- Apache Oozie Essentials
- Jagat Jasjit Singh
- 213字
- 2021-07-30 09:58:20
Chapter 1. Setting up Oozie
Oozie is a workflow scheduler system to run Apache Hadoop jobs. Oozie Workflow jobs are Directed Acyclic Graphs (DAGs) of actions. More information on DAG can be found at https://en.wikipedia.org/wiki/Directed_acyclic_graph. Actions tell what to do in the job. Oozie supports running jobs of various types such as Java, Map-reduce, Pig, Hive, Sqoop, Spark, and Distcp. The output of one action can be consumed by the next action to create a chain sequence.
Oozie has client-server architecture, in which we install the server for storing the jobs and using client we submit our jobs to the server.

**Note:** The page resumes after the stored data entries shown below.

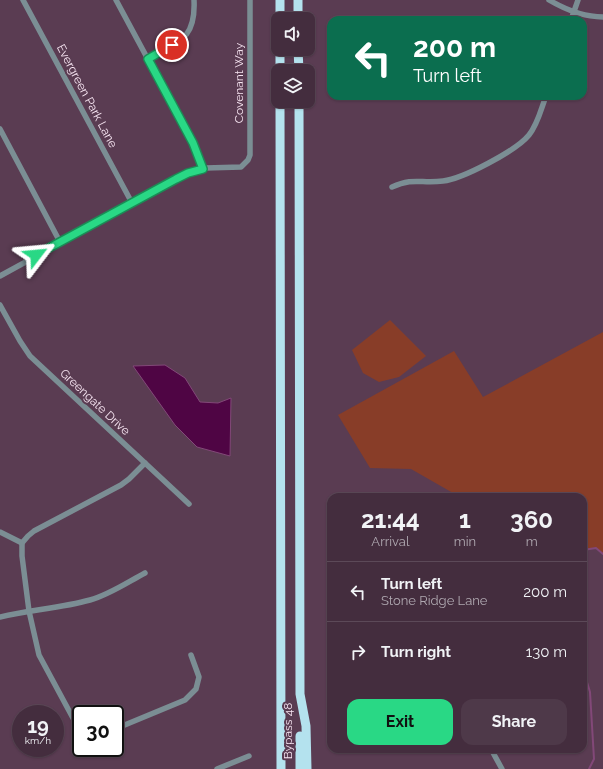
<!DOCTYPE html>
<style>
:root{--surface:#442d3e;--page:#4e3949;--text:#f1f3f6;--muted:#afa8b0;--line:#5c4958;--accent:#29d885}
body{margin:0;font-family:Raleway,sans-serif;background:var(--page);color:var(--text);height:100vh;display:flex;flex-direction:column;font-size:15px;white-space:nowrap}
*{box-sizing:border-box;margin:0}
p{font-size:13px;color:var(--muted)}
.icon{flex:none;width:22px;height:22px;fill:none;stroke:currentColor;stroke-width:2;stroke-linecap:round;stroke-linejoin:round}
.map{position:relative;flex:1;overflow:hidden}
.side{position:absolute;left:327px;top:493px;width:260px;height:260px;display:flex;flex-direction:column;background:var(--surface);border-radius:12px;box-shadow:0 1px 3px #0004,0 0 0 1px var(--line)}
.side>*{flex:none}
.top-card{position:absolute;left:327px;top:16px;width:260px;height:84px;border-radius:12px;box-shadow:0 1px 3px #0004,0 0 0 1px var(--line);background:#0b6e4f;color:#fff;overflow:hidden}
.buttons{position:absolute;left:271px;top:12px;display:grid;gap:8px}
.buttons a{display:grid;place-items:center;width:44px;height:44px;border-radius:8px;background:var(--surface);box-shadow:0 1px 3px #0004,0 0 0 1px var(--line);font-size:20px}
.speed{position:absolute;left:12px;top:705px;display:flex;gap:8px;font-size:20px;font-weight:700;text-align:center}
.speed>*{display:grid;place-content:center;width:52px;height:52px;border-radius:50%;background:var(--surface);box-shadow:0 1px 3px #0004,0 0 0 1px var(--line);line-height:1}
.speed small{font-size:10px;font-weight:400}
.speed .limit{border:2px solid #111;border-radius:6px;background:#fff;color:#111}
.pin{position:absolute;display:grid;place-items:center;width:34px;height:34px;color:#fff;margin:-17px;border:2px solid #fff;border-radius:50%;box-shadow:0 1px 4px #0007}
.me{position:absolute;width:44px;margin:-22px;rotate:61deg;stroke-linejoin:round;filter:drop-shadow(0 0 3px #0008)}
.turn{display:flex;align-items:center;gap:14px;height:84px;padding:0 20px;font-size:18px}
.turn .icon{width:52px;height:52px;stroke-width:2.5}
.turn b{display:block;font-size:28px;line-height:34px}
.eta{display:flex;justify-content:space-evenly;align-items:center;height:68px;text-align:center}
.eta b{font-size:24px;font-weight:700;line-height:28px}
.action{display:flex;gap:8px;margin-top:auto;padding:8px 20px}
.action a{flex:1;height:46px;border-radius:12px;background:var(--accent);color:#111;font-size:16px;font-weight:700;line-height:46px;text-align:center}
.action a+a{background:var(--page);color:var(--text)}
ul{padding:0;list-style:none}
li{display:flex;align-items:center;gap:12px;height:60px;padding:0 20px;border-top:1px solid var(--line)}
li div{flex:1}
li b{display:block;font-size:15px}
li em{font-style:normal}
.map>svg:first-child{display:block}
.green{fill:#883d28}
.water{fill:#4f0544;stroke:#824878}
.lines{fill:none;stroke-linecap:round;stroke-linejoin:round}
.stream{stroke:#824878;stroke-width:2}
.minor{stroke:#7b8e94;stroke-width:5.5}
.trunk{stroke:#b4e2ee;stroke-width:9}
.route-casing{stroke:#1b8c56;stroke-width:10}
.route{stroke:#29d885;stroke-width:7}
.labels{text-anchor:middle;stroke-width:4;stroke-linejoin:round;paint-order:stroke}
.street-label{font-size:12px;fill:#f8e6f3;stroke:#5a3c52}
</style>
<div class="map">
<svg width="603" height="769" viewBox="0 0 603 769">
<rect width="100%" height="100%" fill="#5a3c52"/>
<g class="green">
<polygon points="390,320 426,356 399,377 379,382 363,373 352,350"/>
<polygon points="603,332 603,554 596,548 583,550 583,497 460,497 411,469 370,468 338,415 454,351 483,397"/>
</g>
<polygon class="water" points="165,365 185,378 200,402 218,403 231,398 230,456 197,447 175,425 133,366"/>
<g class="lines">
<g class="stream">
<polyline points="583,550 596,548 603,554"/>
<polyline points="583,669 590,692 594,759 589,769"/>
</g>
<g class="minor">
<polyline points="23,0 132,203"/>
<polyline points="116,0 193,143 203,169"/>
<path d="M549 0C566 10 583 17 603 17"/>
<polyline points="571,20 578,0"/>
<path d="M148 59C178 42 196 40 194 0"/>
<polyline points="0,129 60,242"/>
<path d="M392 187C414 177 421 184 443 181 462 179 516 151 529 135 538 124 541 109 546 96"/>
<polyline points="0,276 188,173 206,168 241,167 248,160 250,155 250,0"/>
<polyline points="0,305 20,341 30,356 189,504"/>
<polyline points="0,532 22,543"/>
<path d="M0 617C30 610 61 608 90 600 109 595 128 582 145 573"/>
<polyline points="81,727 74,720 39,655 29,611 22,556 22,543 28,536 34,531 121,485 129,479 145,463"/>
<polyline points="115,729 185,700 196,689 199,677 191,655"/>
<polyline points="491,749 502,769"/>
<polyline points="217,769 249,756"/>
</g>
<g class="trunk">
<polyline points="280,0 280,19"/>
<polyline points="298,0 298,19"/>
<polyline points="280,49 280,71"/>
<polyline points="298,49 299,71"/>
<polyline points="280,101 281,769"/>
<polyline points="299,101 300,694 306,726 307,769"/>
<polyline points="300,736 300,769"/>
</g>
</g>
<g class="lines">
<defs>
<polyline id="route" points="36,255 176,179 188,173 203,169 193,143 148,59 172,45"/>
</defs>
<use href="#route" class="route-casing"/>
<use href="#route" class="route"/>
</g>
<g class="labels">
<g class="street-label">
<text transform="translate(239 83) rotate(-90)" y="4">Covenant Way</text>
<text transform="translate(87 96) rotate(62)" y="4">Evergreen Park Lane</text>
<text transform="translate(95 402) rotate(43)" y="4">Greengate Drive</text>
<text transform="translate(288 731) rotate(-90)" y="4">Bypass 48</text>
</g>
</g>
</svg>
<div class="buttons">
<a><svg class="icon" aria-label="sound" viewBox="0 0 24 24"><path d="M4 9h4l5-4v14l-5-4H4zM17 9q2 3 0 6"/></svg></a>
<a><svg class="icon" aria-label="layers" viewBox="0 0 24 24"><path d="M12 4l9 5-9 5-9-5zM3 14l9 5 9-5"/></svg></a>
</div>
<div class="speed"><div>19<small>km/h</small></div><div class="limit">30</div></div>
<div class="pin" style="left:172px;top:45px;background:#d93025"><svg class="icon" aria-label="arrive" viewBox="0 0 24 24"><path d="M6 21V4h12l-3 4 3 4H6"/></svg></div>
<svg class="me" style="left:36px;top:255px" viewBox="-20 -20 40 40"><path d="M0-17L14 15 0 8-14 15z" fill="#29d885" stroke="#fff" stroke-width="4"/></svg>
<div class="top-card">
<div class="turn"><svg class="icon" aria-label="left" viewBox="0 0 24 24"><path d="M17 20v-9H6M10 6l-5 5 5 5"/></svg><div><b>200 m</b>Turn left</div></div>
</div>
<section class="side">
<div class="eta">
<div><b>21:44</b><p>Arrival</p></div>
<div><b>1</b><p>min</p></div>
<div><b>360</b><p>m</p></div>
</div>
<ul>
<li><svg class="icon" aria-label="left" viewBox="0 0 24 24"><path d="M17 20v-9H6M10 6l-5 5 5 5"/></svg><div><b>Turn left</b><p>Stone Ridge Lane</p></div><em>200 m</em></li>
<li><svg class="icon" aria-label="right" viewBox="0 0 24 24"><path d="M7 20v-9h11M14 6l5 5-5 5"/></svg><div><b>Turn right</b></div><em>130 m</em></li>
</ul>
<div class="action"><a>Exit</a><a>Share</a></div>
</section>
</div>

In this chapter, we will learn how to install Oozie for learning purpose and in production. For learning purposes, we will build Oozie from the source code, and for production we will use Hadoop distribution by Hortonworks. Throughout the book, we will use Hortonworks single node virtual machine. If you are using a different Hadoop distribution, you should not worry at all. All distribution packages are the same for Oozie software, which is made by the Apache community (http://oozie.apache.org).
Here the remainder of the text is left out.